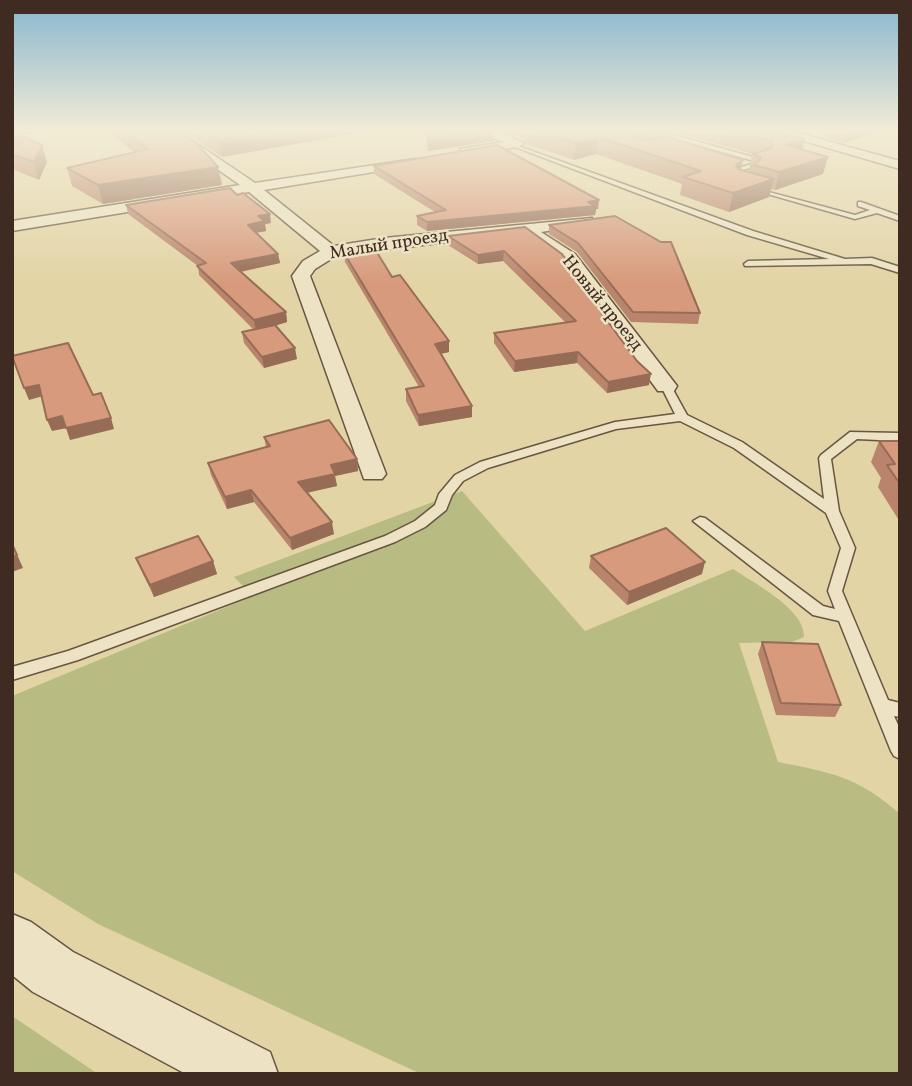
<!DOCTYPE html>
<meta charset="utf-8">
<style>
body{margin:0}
#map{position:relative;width:912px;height:1086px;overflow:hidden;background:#e3d4a5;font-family:Vollkorn,serif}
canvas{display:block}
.frame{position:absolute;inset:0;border:14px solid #3f2b21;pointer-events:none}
</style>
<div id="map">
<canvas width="912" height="1086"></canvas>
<div class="frame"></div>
</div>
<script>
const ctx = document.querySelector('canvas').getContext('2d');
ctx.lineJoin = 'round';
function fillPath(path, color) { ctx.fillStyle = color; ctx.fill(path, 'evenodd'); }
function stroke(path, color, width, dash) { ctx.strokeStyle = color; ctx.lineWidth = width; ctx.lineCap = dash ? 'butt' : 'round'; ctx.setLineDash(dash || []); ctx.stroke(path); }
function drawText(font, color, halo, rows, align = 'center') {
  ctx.font = font + ' Vollkorn,serif'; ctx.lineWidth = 5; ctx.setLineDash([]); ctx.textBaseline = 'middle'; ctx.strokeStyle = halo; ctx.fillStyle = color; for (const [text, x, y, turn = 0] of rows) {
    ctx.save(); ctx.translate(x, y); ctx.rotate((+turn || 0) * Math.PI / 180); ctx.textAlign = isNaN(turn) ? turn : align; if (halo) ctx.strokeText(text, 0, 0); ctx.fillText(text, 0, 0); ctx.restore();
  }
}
fillPath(new Path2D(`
 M462 491 585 631 733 569C754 583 806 610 804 637L792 642 739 643 778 762C833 773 855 776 898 812L900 1074H421L98 924 12 871V696L253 596 234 577Z
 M12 1016 98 1074H12Z`), '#b8bc83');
const service = new Path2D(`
 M671 134 767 161 768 162 734 173 732 170 758 162 671 138 650 143 647 141Z
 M510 143 753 231 845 259 872 258 900 267V273L871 264 745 266 744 264 748 261 829 259 747 235 510 145Z
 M750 187 855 215 870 210 858 206V202H861L900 216V221L877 213 855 219 750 189Z
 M666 383 671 386 687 415 742 442 824 499 819 458 821 455 850 432 900 433V441L857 439 831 459 839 511 855 548 842 591 888 700 900 703V717L894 716 900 729V759L894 756 891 751 839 621 813 615 693 521 700 517 705 518 823 606 835 609 828 591 841 548 826 513 734 448 680 421 616 429 488 468 463 481 452 495 446 510 425 527 395 542 78 660 12 680V667L68 651 385 536 415 521 435 505 439 494 455 475 480 462 615 422 675 414 661 386Z`);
const minor = new Path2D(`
 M163 131H178L255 183 415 159V165L410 166 264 190 334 246 384 238 592 218V224L541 232 575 254 677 386 674 391H658L563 262 525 232 336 256 315 269 310 276 386 474 382 479H364L292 276 303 261 320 251 249 192 12 231V221L240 185Z
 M487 131H499L524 143 518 147 460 155V149L504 142 488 136Z
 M770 131H791L900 161V169Z`);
const tertiary = new Path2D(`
 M12 914 31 922 73 952 270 1052 278 1074H186L33 992 12 975Z`);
stroke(service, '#685542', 3);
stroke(minor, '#685542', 3);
stroke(tertiary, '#685542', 3);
fillPath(service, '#ede3c4');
fillPath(minor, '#ede3c4');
fillPath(tertiary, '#ede3c4');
fillPath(new Path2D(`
 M12 131H42L22 135 47 162 39 180 12 169Z
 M107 131H179L218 167 222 185 103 204 72 186 67 168 134 152Z
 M183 131H368L222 157Z
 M424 131H493V141L428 151Z
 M508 131H773L802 149 823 174 775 190 771 189 769 197 729 212 680 195 682 184 596 154 574 160 525 143 523 138ZM672 131 752 154 749 171 751 173 641 139Z
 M819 131H882L844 143 826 138Z
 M374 166 598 209H596L595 215 427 231 417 225V216L435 212 374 174Z
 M237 195 271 223 265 224 266 231 256 233 278 254 280 263 241 272 286 312 287 322 275 326 297 359 264 368 244 343 242 332 254 330 199 275 198 266 128 214 126 205Z
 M549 225 700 313 698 324 631 322 577 252 549 234Z
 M525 227 605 312V317L649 385 607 393 577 363 514 372 494 343V333L565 322 503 261 478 264 448 245V236Z
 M344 253 392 277 449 352 441 354 472 406V417L419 426 406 401V389L419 387 345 262Z
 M264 437 357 459 358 471 335 476 337 486 307 493 334 534 292 550 254 502 227 509 211 475 208 463 266 447Z
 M879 441H900V522L878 487 881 478 871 462Z
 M591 556 702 574 627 605 589 568Z
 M136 558 213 561 217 574 154 597 141 570Z
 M762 642 841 705 835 717 776 715 758 654Z`), '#b9846b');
fillPath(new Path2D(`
 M12 131H42L12 137Z
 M271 131H368L222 157 219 140Z
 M448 131H493V141L428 151V135Z
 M626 131H672L624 143Z
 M849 131H882L844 143 847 132Z
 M598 137 596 154 574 160 576 143Z
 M805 139 801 156 786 145Z
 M42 145 47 162 39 180 34 162Z
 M828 157 823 174 775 190 779 172Z
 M743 160 739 178 736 165Z
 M218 167 222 185 103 204 98 185Z
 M774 179 769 197 729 212 733 193Z
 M599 200 598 209H596L595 215 427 231V222Z
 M270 214 271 223 265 224 266 231 249 234 248 225 258 216Z
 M504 251 503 261 478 264V255Z
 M278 254 280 263 233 273 231 263Z
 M286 312 287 322 256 331 254 320Z
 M449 341V352L435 355V344Z
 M295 348 297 359 264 368 262 357Z
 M578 352 577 363 514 372 515 361Z
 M651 374 649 385 607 393 608 382Z
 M39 385 43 396 29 400 24 388Z
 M472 406V417L419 426 418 415Z
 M62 416 67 428 52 431 47 420Z
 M111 418 114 429 70 440 66 428Z
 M357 459 358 471 335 476 337 486 300 494 298 482 331 465Z
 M251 490 254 502 227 509 225 497Z
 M332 522 334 534 292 550 290 538Z
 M12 543 23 568 12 572Z
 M213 561 217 574 154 597 150 585Z
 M705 562 702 574 627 605 629 592Z`), '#966c57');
const building = new Path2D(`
 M12 131 42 145 34 162 12 154V145L22 143 23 137H12Z
 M125 131H179L197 144 218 167 98 185 67 168 148 149Z
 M205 131H271L219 140Z
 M427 131H448L428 135Z
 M540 131H612L646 140 665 136 743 160 736 165 738 169 774 179 733 193 683 177 701 171 598 137 576 143Z
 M734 131H773L805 139 786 145 828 157 779 172 754 165 761 158 753 154 772 148V141Z
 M497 145 599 200 588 202 596 206 427 222 417 216 446 210 374 166Z
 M230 188 237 195 243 193 270 214 258 216 265 221 248 225 278 254 231 263 286 312 254 320 197 266 206 263 126 205Z
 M615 216 661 242H671L700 313 633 312 578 243 549 225Z
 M525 227 562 254 605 312 600 311 637 361 651 374 608 382 578 352 515 361 494 333 576 321 504 251 478 255 448 236Z
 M375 249 392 277 400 275 449 341 435 344 472 406 418 415 406 389 424 386 344 253Z
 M275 325 295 348 262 357 242 332Z
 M68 343 93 395 101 393 111 418 66 428 62 416 47 420 39 385 24 388 12 356Z
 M329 420 357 459 331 465 335 474 298 482 332 522 290 538 251 490 225 497 208 463 270 446 264 437Z
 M879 441H900V484L887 465 895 464Z
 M666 528 705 562 629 592 591 556Z
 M198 536 213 561 150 585 136 558Z
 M12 544 17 555 12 557Z
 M762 642 818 644 841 705 781 703Z`);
fillPath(building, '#d79a7c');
stroke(building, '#966c57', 2);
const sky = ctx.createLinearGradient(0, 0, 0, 283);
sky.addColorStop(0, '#87b6cf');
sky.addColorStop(0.46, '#f2ecd6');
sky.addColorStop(1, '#f2ecd600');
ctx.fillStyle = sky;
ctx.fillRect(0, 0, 912, 283);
drawText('18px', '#3f2b21', '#ede3c4', [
 ["Малый проезд",389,246,-9],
 ["Новый проезд",601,304,51]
]);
</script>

* [Directions for this task]: Your task is to copy each line from the material above that includes the word "canvas".

* [Task answer]:
canvas{display:block}
<canvas width="912" height="1086"></canvas>
const ctx = document.querySelector('canvas').getContext('2d');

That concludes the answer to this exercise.